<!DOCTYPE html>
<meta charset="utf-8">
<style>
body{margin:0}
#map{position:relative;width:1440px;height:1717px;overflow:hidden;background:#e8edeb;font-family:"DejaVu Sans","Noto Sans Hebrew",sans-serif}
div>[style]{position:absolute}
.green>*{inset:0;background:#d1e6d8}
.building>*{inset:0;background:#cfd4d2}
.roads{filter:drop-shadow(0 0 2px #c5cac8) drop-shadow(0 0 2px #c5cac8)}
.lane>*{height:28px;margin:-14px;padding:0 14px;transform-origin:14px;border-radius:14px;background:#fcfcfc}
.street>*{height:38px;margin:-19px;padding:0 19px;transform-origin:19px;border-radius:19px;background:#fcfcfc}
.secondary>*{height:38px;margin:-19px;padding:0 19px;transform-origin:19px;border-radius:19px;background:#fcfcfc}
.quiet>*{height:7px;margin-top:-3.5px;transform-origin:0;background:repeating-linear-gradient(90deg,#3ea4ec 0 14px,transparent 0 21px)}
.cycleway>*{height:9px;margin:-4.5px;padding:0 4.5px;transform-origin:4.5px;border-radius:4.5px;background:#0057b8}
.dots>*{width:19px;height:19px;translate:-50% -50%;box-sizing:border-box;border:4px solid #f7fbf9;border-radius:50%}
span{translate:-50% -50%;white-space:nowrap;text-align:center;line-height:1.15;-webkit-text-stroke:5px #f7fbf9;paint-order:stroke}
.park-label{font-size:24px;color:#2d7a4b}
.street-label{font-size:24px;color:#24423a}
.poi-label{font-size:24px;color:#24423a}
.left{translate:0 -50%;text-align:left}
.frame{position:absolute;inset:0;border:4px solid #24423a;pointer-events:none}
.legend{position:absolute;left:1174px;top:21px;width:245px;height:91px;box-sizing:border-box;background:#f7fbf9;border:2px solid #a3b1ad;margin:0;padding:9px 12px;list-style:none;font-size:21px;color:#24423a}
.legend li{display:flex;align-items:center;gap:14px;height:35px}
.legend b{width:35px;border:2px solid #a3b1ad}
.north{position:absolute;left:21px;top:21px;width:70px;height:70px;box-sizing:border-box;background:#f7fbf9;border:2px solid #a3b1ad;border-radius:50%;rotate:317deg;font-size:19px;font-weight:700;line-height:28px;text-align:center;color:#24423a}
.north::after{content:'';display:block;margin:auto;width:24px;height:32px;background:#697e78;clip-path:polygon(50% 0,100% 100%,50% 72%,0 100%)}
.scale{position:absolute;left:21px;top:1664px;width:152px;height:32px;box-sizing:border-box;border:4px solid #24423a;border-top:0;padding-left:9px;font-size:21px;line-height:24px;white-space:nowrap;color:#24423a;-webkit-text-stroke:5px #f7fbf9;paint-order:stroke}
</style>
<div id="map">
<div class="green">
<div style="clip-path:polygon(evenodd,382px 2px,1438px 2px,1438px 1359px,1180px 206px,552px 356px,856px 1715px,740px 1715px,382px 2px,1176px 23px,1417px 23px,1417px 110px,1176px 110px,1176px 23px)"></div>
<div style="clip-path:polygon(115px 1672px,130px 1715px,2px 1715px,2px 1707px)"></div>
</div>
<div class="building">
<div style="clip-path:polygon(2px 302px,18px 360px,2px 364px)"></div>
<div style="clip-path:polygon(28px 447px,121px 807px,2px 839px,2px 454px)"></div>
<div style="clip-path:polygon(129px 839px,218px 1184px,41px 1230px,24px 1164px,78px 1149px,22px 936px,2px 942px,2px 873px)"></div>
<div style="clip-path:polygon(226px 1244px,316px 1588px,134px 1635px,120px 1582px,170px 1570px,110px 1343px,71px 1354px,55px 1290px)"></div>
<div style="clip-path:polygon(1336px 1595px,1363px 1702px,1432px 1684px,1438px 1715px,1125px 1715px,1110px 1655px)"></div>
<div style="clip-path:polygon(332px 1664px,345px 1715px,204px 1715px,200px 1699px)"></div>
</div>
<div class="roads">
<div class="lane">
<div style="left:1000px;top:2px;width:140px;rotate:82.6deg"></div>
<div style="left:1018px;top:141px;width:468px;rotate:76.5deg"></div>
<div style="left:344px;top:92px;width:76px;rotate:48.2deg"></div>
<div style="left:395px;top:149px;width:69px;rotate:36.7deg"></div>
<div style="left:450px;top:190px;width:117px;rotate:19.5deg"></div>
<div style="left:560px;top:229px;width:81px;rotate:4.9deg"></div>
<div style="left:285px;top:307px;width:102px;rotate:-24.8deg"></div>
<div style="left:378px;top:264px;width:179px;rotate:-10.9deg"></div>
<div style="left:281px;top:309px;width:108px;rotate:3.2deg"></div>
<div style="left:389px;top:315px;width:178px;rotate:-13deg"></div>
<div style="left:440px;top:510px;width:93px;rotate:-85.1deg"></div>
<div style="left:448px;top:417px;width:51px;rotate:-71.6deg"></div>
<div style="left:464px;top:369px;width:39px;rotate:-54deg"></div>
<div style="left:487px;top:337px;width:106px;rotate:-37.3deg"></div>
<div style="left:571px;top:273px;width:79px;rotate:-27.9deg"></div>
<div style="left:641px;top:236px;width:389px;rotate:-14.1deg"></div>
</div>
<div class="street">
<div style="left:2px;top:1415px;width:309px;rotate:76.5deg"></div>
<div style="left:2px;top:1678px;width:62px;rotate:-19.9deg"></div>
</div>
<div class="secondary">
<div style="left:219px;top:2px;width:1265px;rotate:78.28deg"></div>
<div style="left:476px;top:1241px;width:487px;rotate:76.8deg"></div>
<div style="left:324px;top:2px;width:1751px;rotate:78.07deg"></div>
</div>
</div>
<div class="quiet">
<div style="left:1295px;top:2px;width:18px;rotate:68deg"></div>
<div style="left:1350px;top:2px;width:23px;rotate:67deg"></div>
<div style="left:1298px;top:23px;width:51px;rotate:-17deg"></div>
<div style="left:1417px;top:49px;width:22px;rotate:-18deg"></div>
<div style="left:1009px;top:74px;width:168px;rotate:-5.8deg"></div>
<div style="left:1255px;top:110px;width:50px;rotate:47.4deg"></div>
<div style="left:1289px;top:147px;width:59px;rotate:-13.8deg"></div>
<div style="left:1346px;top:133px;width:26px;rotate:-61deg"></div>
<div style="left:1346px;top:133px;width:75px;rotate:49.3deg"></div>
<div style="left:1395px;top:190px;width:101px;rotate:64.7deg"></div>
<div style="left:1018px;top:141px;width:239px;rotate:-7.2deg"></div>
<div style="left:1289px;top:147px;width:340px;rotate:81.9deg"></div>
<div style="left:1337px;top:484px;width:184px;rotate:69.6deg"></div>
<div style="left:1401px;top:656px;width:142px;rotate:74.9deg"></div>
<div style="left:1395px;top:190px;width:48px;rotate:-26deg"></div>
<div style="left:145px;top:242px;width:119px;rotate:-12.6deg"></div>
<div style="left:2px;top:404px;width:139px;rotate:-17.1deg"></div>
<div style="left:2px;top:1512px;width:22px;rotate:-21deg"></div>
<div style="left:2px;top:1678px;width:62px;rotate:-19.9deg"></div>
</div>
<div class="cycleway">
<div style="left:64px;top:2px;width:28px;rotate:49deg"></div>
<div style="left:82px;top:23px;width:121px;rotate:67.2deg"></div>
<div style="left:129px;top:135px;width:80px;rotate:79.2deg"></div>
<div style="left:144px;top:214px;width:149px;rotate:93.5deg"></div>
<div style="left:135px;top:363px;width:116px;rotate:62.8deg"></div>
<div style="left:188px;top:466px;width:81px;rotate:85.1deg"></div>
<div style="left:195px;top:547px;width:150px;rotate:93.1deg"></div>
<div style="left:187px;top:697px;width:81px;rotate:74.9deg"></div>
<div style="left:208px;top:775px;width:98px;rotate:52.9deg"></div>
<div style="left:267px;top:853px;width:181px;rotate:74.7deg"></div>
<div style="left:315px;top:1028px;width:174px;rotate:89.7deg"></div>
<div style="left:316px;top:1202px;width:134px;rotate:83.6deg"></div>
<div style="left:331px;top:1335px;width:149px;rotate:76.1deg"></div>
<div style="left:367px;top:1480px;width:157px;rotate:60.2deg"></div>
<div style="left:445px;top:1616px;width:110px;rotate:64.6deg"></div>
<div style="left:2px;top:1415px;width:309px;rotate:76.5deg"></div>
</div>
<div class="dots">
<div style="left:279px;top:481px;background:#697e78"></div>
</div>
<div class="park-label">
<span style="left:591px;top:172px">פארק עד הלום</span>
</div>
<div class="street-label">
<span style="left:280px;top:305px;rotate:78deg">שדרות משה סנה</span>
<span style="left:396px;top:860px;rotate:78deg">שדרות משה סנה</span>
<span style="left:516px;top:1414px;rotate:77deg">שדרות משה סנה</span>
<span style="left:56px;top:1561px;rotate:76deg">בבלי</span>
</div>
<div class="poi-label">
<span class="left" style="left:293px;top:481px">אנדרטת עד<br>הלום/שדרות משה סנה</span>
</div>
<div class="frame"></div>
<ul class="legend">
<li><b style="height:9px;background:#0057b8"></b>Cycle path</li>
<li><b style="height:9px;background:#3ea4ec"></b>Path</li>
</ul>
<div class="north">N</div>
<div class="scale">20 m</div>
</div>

## [Action item]
The lines from the beginning of the records through the line containing "2px #c5cac8) drop-shadow(0" should be reproduced exactly. Include nothing else.

## [Reply]
<!DOCTYPE html>
<meta charset="utf-8">
<style>
body{margin:0}
#map{position:relative;width:1440px;height:1717px;overflow:hidden;background:#e8edeb;font-family:"DejaVu Sans","Noto Sans Hebrew",sans-serif}
div>[style]{position:absolute}
.green>*{inset:0;background:#d1e6d8}
.building>*{inset:0;background:#cfd4d2}
.roads{filter:drop-shadow(0 0 2px #c5cac8) drop-shadow(0 0 2px #c5cac8)}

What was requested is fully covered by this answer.